EXTRACTED ENTRIES:

━━━━━━━━━━━━━━━━━━━━━━━━━━━━━━

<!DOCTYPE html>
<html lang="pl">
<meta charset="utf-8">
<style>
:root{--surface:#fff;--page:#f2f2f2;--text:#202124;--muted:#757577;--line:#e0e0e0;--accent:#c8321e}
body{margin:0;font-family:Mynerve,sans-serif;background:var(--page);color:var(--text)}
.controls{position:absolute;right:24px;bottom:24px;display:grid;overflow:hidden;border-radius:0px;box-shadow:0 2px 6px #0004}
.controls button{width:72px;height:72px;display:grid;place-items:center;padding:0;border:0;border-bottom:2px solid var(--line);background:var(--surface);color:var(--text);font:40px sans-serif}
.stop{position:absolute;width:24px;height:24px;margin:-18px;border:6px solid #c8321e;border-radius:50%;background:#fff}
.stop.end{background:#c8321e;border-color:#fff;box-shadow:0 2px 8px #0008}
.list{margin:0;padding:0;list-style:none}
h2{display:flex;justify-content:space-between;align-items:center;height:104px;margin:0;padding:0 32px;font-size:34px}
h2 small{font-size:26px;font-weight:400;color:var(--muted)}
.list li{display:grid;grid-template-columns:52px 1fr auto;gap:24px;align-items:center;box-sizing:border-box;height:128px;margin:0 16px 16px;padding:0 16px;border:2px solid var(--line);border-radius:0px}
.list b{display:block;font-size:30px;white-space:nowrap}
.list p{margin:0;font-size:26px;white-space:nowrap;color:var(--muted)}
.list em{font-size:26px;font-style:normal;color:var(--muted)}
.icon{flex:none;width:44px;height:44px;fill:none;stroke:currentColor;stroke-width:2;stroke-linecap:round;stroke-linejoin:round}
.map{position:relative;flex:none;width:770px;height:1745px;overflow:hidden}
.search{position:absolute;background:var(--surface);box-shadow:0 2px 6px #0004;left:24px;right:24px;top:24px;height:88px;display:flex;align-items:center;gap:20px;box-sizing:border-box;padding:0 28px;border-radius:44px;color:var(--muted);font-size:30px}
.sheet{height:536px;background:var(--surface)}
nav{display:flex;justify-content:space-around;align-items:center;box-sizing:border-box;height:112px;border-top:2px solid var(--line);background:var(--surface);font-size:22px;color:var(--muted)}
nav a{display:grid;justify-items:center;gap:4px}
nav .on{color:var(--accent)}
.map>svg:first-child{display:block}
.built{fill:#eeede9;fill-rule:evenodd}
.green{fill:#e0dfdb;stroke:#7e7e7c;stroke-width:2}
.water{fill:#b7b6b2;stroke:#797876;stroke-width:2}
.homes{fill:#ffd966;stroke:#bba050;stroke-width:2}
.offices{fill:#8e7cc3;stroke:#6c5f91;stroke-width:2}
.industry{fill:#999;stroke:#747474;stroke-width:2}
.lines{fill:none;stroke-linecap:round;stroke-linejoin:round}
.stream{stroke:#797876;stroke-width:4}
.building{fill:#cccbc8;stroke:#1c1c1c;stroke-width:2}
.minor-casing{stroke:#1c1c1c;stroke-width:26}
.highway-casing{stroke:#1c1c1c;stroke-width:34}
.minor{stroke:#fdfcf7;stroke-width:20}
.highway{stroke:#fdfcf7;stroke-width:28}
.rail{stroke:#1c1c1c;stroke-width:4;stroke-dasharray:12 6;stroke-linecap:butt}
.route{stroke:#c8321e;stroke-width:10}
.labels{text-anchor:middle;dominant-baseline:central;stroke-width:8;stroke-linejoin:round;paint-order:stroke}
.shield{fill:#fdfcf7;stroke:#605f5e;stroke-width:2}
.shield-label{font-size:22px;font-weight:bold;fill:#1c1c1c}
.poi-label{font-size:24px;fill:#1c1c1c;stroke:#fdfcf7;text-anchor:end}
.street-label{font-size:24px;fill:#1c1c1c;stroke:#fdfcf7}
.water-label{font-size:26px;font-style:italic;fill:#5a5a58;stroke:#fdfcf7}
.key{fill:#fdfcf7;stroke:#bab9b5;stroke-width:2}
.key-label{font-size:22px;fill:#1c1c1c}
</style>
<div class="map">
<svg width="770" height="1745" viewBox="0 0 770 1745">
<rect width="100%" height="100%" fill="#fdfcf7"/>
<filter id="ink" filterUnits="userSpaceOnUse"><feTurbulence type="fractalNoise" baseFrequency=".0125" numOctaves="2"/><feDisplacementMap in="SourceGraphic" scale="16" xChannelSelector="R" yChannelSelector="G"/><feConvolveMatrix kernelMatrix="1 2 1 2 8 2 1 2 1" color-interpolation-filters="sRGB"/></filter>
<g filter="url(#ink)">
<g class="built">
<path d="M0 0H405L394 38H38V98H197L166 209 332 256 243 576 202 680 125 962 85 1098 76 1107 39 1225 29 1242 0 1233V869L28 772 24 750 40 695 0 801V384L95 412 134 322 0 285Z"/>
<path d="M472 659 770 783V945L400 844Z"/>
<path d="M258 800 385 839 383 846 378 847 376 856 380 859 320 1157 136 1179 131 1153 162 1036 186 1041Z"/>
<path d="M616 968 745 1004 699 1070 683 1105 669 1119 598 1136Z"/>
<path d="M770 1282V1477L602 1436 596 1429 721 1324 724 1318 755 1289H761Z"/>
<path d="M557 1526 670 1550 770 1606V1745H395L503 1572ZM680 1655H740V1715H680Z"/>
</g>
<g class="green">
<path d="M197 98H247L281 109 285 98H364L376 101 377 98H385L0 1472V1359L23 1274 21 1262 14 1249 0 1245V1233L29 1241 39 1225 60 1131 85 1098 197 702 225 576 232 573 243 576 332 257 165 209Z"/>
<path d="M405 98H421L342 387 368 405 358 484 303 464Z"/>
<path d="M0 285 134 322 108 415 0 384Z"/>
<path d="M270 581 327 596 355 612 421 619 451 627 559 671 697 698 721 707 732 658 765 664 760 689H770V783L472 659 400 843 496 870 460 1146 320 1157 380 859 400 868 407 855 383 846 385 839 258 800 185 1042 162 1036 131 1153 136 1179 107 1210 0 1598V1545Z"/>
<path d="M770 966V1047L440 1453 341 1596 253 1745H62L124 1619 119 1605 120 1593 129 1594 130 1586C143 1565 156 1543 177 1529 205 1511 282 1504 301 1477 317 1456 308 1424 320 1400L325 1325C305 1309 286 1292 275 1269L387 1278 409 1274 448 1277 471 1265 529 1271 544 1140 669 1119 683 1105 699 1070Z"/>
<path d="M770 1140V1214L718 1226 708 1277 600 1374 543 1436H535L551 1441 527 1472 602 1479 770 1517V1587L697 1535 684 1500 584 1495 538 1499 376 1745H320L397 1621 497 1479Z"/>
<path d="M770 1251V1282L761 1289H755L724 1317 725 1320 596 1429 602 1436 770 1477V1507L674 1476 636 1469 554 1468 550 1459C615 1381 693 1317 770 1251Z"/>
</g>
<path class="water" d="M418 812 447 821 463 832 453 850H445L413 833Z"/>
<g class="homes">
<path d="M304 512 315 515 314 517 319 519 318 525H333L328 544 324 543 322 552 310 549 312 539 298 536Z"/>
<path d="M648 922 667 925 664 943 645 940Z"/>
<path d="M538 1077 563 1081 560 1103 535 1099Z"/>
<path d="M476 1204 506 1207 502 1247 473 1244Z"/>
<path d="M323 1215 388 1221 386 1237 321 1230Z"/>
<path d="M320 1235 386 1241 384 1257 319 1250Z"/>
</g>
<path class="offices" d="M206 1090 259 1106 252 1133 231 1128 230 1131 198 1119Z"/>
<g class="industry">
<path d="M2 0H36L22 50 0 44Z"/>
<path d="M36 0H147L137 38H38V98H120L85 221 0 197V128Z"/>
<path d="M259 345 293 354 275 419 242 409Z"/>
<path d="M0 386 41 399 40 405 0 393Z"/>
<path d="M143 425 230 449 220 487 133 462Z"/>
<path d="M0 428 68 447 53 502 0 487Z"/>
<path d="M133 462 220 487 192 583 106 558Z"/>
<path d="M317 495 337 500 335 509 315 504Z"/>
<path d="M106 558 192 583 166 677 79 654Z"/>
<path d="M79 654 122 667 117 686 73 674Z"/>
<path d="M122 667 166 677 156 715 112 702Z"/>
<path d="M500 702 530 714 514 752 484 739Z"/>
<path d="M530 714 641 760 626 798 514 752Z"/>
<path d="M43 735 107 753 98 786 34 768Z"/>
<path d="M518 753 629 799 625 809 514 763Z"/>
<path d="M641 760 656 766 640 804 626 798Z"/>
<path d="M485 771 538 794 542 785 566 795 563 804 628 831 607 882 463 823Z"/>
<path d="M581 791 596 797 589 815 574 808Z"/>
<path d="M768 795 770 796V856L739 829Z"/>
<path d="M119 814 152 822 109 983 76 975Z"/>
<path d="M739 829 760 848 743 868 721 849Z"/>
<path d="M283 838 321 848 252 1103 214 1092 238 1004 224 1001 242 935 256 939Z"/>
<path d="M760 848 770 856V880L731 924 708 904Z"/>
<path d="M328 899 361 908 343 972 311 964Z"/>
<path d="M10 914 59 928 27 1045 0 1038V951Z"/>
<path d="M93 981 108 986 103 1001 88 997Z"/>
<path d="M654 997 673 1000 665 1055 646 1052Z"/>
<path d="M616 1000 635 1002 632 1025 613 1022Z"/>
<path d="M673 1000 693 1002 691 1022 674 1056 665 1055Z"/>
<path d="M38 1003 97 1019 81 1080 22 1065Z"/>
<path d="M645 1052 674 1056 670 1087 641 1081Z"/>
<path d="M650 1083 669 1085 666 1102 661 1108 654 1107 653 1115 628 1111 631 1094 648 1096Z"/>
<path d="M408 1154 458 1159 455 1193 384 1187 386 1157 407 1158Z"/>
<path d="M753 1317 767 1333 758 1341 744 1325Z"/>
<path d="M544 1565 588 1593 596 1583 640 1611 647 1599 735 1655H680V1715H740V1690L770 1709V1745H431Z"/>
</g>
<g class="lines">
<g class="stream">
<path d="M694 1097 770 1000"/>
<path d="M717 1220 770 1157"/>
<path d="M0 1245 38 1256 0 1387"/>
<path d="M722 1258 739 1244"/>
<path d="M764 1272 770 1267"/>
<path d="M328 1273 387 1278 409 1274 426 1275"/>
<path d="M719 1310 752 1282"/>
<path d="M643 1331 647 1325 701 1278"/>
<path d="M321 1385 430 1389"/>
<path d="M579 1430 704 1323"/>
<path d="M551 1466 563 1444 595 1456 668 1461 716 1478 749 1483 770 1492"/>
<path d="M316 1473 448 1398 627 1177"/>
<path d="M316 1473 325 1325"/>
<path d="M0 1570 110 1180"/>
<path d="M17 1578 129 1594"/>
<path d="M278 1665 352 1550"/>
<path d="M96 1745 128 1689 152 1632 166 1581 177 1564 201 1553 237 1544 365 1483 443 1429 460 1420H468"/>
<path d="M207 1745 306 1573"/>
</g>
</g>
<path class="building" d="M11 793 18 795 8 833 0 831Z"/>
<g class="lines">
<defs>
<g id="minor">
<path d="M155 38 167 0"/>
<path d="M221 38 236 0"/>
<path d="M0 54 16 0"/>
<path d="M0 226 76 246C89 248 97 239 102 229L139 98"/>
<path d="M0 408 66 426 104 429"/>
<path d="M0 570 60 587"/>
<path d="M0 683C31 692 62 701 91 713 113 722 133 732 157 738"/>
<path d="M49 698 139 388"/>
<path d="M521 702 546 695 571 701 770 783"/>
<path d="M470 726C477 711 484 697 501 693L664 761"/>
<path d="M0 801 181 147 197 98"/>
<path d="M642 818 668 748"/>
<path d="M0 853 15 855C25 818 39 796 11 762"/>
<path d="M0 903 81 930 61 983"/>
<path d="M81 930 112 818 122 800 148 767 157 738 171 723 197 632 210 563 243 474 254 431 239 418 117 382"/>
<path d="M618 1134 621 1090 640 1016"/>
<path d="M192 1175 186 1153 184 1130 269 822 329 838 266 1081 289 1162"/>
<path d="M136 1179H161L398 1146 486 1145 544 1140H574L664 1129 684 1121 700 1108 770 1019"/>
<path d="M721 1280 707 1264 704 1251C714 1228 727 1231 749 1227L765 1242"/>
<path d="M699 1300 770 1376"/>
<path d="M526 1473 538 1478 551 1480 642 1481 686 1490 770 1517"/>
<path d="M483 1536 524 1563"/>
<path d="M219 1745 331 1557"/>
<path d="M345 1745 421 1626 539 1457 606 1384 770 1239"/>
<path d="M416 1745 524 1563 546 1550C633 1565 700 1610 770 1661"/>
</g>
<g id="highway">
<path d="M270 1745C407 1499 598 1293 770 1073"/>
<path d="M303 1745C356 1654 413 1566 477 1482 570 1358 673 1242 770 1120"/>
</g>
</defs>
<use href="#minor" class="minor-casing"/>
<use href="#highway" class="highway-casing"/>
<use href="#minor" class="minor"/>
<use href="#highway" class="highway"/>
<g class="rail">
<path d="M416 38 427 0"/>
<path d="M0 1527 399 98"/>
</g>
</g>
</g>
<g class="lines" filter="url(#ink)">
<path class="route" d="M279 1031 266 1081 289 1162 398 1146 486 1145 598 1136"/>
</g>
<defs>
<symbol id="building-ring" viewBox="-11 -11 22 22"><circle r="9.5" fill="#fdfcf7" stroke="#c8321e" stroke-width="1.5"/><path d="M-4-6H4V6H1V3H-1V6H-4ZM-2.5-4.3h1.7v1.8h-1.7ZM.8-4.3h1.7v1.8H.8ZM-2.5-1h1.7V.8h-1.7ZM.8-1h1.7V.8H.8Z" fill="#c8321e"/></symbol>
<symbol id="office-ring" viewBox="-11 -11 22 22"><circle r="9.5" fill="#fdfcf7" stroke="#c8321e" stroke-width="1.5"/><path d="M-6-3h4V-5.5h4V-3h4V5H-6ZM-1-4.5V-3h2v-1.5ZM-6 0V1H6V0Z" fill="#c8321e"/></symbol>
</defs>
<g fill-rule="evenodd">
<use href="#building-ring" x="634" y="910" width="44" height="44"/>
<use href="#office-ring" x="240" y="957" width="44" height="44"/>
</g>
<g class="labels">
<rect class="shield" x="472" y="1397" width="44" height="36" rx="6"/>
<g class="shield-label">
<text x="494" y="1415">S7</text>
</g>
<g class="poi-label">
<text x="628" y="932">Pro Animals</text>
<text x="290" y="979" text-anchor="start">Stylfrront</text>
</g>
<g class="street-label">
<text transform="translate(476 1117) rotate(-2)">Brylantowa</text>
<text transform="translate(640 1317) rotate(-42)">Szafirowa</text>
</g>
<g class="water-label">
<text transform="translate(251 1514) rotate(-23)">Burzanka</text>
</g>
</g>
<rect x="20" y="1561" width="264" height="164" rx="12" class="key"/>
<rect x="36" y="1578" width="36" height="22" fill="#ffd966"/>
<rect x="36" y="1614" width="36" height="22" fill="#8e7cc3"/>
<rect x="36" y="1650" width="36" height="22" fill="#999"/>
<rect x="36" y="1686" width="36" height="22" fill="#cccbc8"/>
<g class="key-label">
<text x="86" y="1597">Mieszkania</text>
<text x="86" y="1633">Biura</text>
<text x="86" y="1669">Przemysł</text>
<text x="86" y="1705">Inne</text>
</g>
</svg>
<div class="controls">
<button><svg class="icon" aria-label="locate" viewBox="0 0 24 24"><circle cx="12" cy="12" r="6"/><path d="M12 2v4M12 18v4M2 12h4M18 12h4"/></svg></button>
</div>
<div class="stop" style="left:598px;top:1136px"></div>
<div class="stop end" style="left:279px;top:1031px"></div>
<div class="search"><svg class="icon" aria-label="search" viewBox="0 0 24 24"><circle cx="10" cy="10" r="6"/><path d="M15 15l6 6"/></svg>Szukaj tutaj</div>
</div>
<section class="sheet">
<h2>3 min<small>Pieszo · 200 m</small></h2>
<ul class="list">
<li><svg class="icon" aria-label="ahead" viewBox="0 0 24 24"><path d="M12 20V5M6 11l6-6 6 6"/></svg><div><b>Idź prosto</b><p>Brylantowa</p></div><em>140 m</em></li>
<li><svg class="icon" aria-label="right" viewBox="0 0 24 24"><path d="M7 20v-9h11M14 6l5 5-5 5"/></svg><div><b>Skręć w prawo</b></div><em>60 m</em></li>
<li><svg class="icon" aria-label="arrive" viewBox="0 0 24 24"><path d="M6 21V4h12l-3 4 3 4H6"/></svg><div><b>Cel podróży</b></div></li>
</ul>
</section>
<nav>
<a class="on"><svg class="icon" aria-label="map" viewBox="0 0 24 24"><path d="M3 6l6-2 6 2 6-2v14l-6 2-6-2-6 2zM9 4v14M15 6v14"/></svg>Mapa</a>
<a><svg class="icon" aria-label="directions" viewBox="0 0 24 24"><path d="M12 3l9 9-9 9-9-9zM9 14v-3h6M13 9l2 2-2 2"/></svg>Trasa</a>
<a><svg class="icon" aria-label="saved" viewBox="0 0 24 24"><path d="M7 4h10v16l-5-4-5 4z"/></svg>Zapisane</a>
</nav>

━━━━━━━━━━━━━━━━━━━━━━━━━━━━━━

BRIEF: Every line of the listing that includes the word "controls" belongs in the answer.

EXERCISE SOLUTION:
.controls{position:absolute;right:24px;bottom:24px;display:grid;overflow:hidden;border-radius:0px;box-shadow:0 2px 6px #0004}
.controls button{width:72px;height:72px;display:grid;place-items:center;padding:0;border:0;border-bottom:2px solid var(--line);background:var(--surface);color:var(--text);font:40px sans-serif}
<div class="controls">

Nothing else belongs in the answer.